Six people were sent to prison years ago for the bombing, but the U.S. government had not targeted Pinochet for prosecution until the former dictator was arrested in Britain 17 months ago on a warrant from a Spanish judge looking into the murder of Spanish citizens in Chile during the 1970s.
Galvanized by the Spanish effort, U.S. human rights activists and victims' relatives demanded that the Justice Department revive its investigation into whether Pinochet ordered the assassination of Letelier, a prominent opponent of his regime. The powerful blast on Sept. 21, 1976, tore through Letelier's car as he drove into Sheridan Circle, killing him instantly and fatally wounding his 25-year-old American colleague, Ronni Moffitt.

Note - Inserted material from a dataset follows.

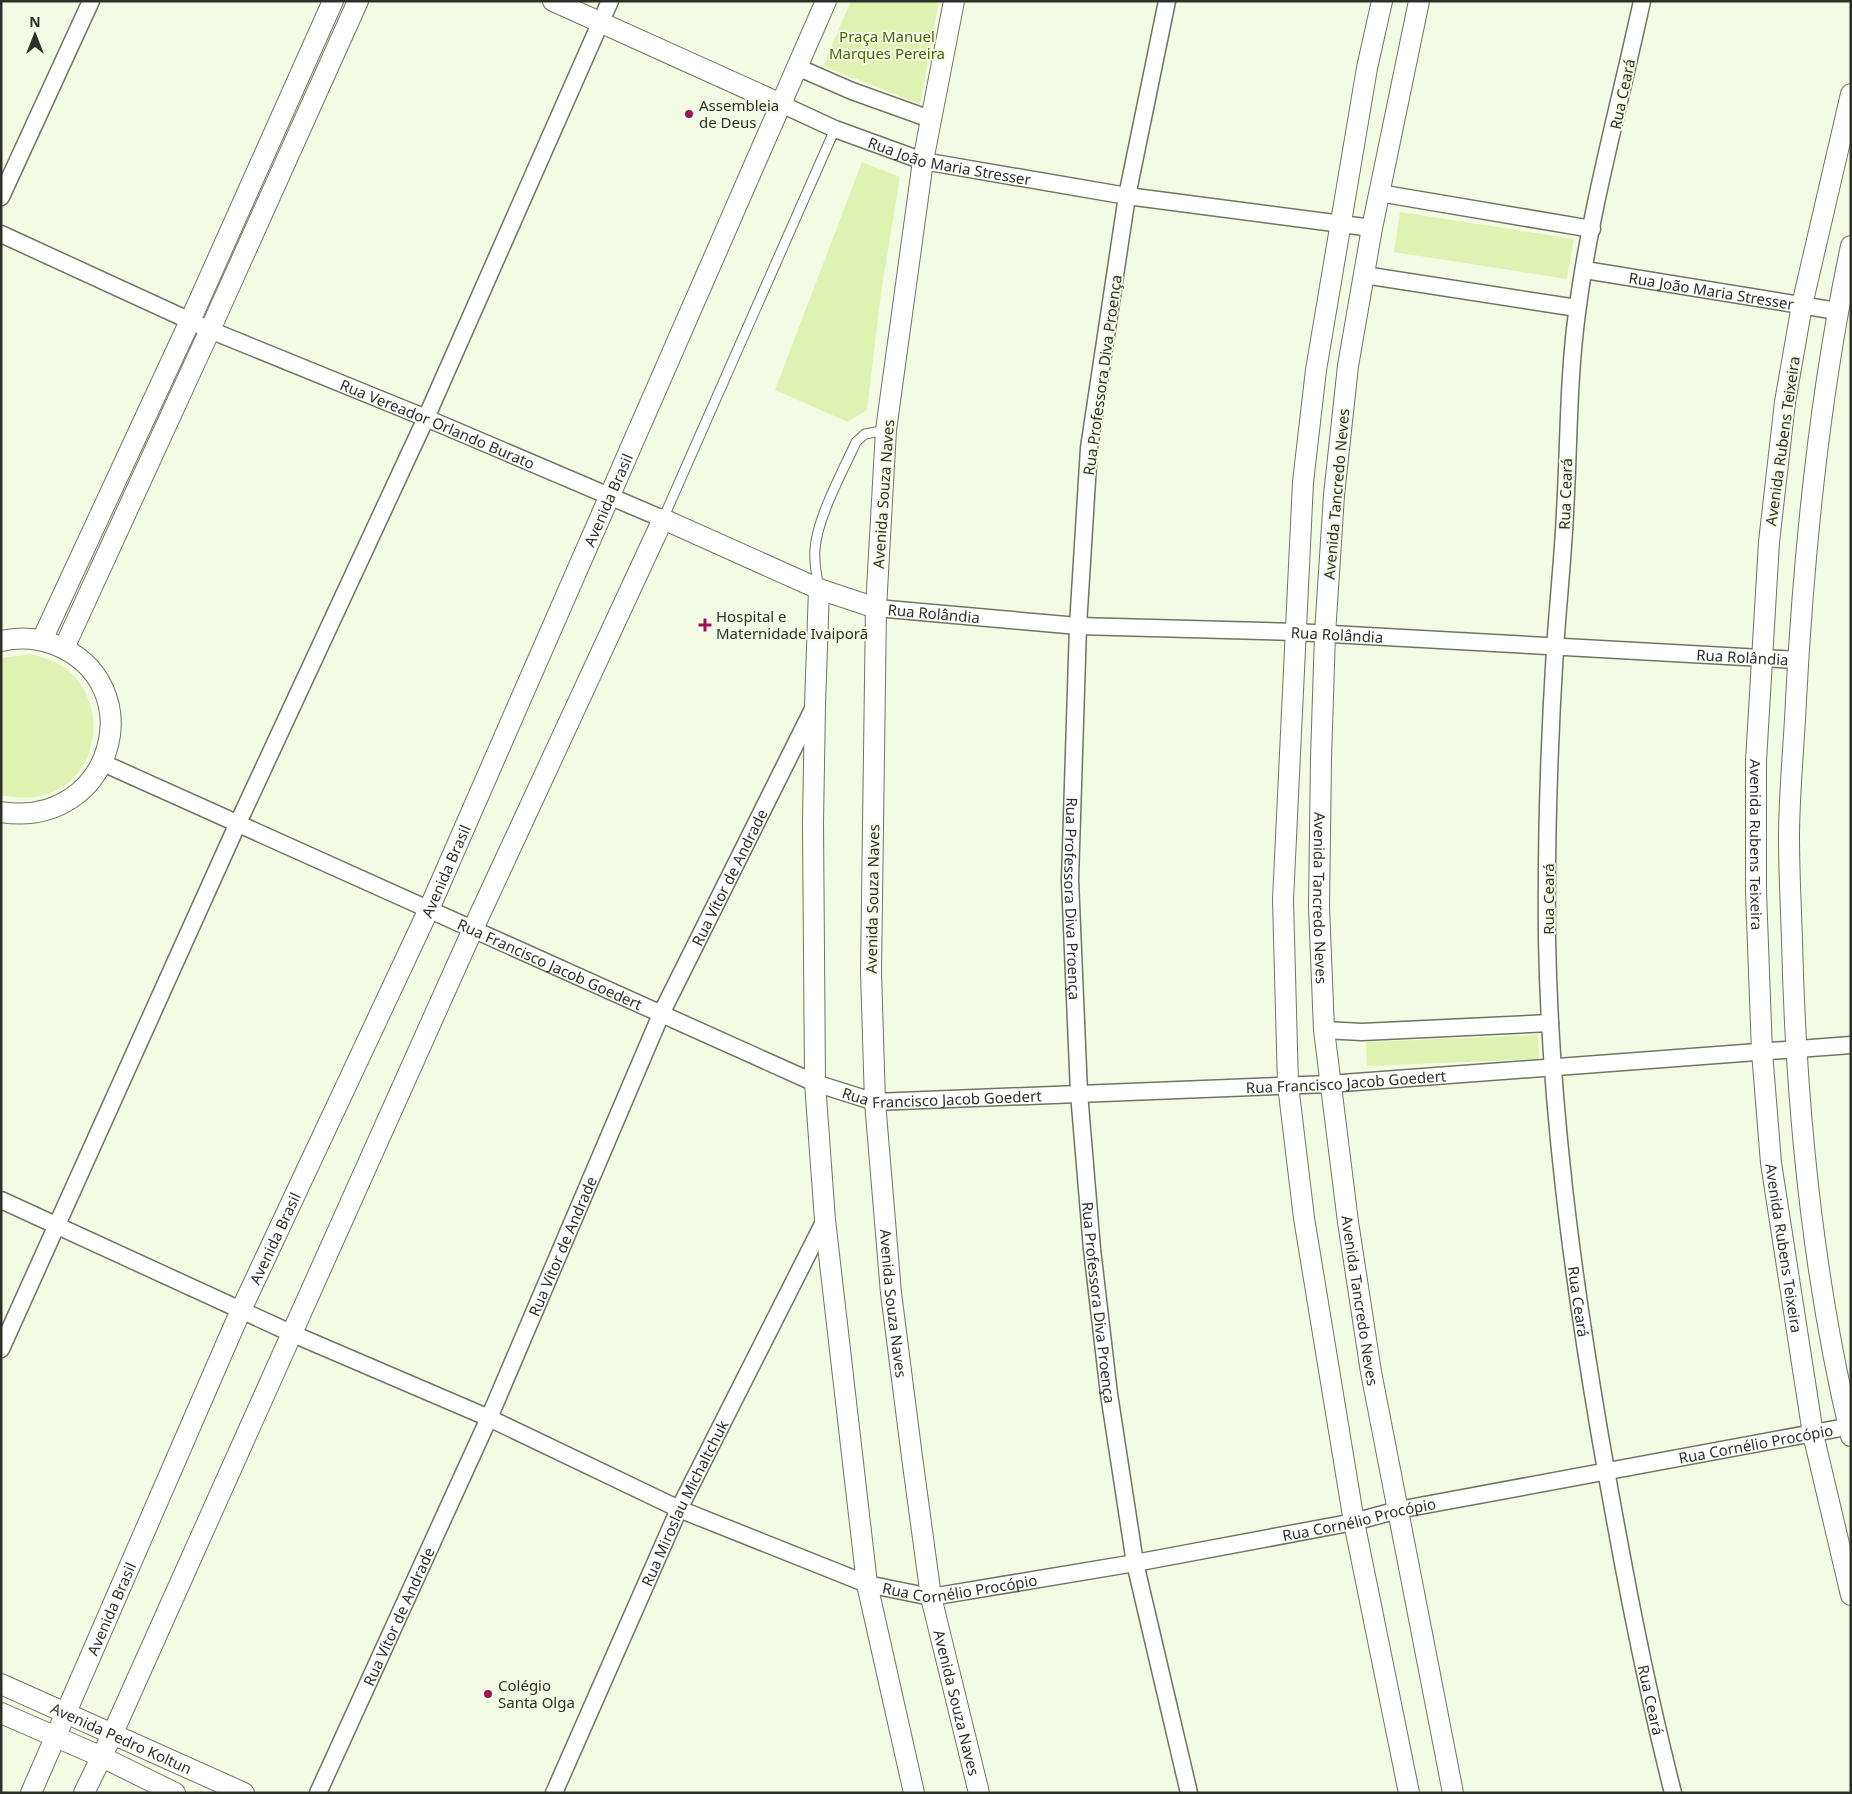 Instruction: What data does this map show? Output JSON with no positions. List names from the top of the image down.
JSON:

The chances that Pinochet, if indicted, would be extradited to the United States to stand trial are remote, given his failing health and a host of legal problems posed by the antiquated extradition treaty between the two nations. But U.S. officials say an indictment would have symbolic value and could ratchet up the pressure on Chile to try Pinochet for human rights abuses during his 17 years in power.
"You've got to send a message with [terrorist] investigations, no matter how far back they go," said Thomas P. Carey, a counterterrorism official in the FBI's Washington Field Office. "This was really a heinous crime."
As part of the grand jury investigation, U.S. prosecutors have been seeking to interview witnesses in Chile. Yesterday, a team of American law enforcement officials arrived in Santiago for court proceedings involving 42 potential witnesses subpoenaed by Chile's Supreme Court on behalf of the U.S. government.
The Chilean high court approved the proceedings a week ago, the latest in a dramatic series of legal turns that have raised the possibility that Pinochet may be held responsible for thousands of murders and incidents of torture during his rule from 1973 through 1990. The court acted on the U.S. request less than two weeks after Pinochet's emotional return to Chile on March 3 from Britain, where authorities had released him on grounds of poor health.
"The wheels of justice sometimes are very slow," said Isabel Letelier, the ambassador's widow, who lived for 30 years in Washington and now resides in Santiago.
Letelier said she received assurances last week from a senior Justice Department official that the U.S. government is "vigorously" pursuing the case. She also said that Chile's new government, headed by Ricardo Lagos, a Pinochet-era dissident and the country's first socialist president in 27 years, is committed to working with U.S. investigators.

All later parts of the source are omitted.